EXERCISE PROMPT: What is needed is an exact copy of every entry below.

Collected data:
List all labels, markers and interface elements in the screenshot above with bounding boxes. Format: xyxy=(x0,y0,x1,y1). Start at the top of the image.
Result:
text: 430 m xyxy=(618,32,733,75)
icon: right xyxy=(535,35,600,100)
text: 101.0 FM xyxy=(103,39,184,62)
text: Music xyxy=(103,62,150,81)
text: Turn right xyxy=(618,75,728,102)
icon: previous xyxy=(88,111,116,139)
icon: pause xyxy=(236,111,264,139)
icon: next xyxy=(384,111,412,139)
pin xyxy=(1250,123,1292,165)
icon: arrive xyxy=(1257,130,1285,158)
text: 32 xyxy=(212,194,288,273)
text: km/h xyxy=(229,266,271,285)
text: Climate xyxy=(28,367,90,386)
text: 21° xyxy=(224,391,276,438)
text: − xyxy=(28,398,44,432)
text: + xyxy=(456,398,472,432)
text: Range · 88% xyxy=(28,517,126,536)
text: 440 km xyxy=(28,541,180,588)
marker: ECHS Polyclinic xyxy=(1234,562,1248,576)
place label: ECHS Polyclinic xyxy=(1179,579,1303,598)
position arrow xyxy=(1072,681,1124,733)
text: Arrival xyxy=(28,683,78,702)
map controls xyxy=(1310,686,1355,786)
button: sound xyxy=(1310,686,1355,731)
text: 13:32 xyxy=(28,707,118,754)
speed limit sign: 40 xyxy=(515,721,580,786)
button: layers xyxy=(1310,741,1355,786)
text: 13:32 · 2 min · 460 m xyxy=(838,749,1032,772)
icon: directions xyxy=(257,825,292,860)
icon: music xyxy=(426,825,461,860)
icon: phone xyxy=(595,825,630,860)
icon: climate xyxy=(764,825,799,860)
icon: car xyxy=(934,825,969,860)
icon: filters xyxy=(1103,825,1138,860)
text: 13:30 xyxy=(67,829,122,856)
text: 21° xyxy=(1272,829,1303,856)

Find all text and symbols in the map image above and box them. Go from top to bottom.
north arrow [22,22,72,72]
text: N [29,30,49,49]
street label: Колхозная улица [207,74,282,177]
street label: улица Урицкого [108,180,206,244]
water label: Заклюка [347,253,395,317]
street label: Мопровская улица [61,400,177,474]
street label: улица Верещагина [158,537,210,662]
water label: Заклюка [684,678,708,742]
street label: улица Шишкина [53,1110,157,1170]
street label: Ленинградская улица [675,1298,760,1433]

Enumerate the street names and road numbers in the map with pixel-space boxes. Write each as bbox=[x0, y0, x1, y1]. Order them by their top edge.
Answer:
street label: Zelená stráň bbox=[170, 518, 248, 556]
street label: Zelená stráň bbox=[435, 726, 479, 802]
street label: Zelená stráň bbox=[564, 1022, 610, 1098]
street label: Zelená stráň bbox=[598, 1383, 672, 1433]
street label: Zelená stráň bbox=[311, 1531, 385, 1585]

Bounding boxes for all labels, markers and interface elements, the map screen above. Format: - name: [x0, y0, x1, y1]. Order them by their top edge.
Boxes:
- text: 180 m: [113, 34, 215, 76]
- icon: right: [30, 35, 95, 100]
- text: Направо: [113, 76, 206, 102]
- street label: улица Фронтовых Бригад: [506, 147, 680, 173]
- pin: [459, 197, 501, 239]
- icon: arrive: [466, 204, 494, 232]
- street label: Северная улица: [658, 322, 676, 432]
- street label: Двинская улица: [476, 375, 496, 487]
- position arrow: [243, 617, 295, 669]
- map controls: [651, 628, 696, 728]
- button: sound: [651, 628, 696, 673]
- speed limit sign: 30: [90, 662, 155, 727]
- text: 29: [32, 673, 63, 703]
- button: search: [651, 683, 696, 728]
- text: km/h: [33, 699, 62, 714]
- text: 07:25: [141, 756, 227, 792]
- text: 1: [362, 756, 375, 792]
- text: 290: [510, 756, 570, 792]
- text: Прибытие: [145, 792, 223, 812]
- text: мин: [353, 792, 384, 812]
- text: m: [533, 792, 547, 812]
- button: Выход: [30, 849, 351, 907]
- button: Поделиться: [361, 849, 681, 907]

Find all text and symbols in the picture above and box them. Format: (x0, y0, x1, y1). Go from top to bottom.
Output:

RESULT OF THIS EXERCISE:
List all labels, markers and interface elements in the screenshot above with bounding boxes. Format: xyxy=(x0,y0,x1,y1). Start at the top of the image.
Result:
text: 430 m xyxy=(618,32,733,75)
icon: right xyxy=(535,35,600,100)
text: 101.0 FM xyxy=(103,39,184,62)
text: Music xyxy=(103,62,150,81)
text: Turn right xyxy=(618,75,728,102)
icon: previous xyxy=(88,111,116,139)
icon: pause xyxy=(236,111,264,139)
icon: next xyxy=(384,111,412,139)
pin xyxy=(1250,123,1292,165)
icon: arrive xyxy=(1257,130,1285,158)
text: 32 xyxy=(212,194,288,273)
text: km/h xyxy=(229,266,271,285)
text: Climate xyxy=(28,367,90,386)
text: 21° xyxy=(224,391,276,438)
text: − xyxy=(28,398,44,432)
text: + xyxy=(456,398,472,432)
text: Range · 88% xyxy=(28,517,126,536)
text: 440 km xyxy=(28,541,180,588)
marker: ECHS Polyclinic xyxy=(1234,562,1248,576)
place label: ECHS Polyclinic xyxy=(1179,579,1303,598)
position arrow xyxy=(1072,681,1124,733)
text: Arrival xyxy=(28,683,78,702)
map controls xyxy=(1310,686,1355,786)
button: sound xyxy=(1310,686,1355,731)
text: 13:32 xyxy=(28,707,118,754)
speed limit sign: 40 xyxy=(515,721,580,786)
button: layers xyxy=(1310,741,1355,786)
text: 13:32 · 2 min · 460 m xyxy=(838,749,1032,772)
icon: directions xyxy=(257,825,292,860)
icon: music xyxy=(426,825,461,860)
icon: phone xyxy=(595,825,630,860)
icon: climate xyxy=(764,825,799,860)
icon: car xyxy=(934,825,969,860)
icon: filters xyxy=(1103,825,1138,860)
text: 13:30 xyxy=(67,829,122,856)
text: 21° xyxy=(1272,829,1303,856)

Find all text and symbols in the map image above and box them. Go from top to bottom.
north arrow [22,22,72,72]
text: N [29,30,49,49]
street label: Колхозная улица [207,74,282,177]
street label: улица Урицкого [108,180,206,244]
water label: Заклюка [347,253,395,317]
street label: Мопровская улица [61,400,177,474]
street label: улица Верещагина [158,537,210,662]
water label: Заклюка [684,678,708,742]
street label: улица Шишкина [53,1110,157,1170]
street label: Ленинградская улица [675,1298,760,1433]

Enumerate the street names and road numbers in the map with pixel-space boxes. Write each as bbox=[x0, y0, x1, y1]. Order them by their top edge.
Answer:
street label: Zelená stráň bbox=[170, 518, 248, 556]
street label: Zelená stráň bbox=[435, 726, 479, 802]
street label: Zelená stráň bbox=[564, 1022, 610, 1098]
street label: Zelená stráň bbox=[598, 1383, 672, 1433]
street label: Zelená stráň bbox=[311, 1531, 385, 1585]

Bounding boxes for all labels, markers and interface elements, the map screen above. Format: - name: [x0, y0, x1, y1]. Order them by their top edge.
Boxes:
- text: 180 m: [113, 34, 215, 76]
- icon: right: [30, 35, 95, 100]
- text: Направо: [113, 76, 206, 102]
- street label: улица Фронтовых Бригад: [506, 147, 680, 173]
- pin: [459, 197, 501, 239]
- icon: arrive: [466, 204, 494, 232]
- street label: Северная улица: [658, 322, 676, 432]
- street label: Двинская улица: [476, 375, 496, 487]
- position arrow: [243, 617, 295, 669]
- map controls: [651, 628, 696, 728]
- button: sound: [651, 628, 696, 673]
- speed limit sign: 30: [90, 662, 155, 727]
- text: 29: [32, 673, 63, 703]
- button: search: [651, 683, 696, 728]
- text: km/h: [33, 699, 62, 714]
- text: 07:25: [141, 756, 227, 792]
- text: 1: [362, 756, 375, 792]
- text: 290: [510, 756, 570, 792]
- text: Прибытие: [145, 792, 223, 812]
- text: мин: [353, 792, 384, 812]
- text: m: [533, 792, 547, 812]
- button: Выход: [30, 849, 351, 907]
- button: Поделиться: [361, 849, 681, 907]

Find all text and symbols in the picture above and box them. Format: (x0, y0, x1, y1). Go from top to bottom.
Output:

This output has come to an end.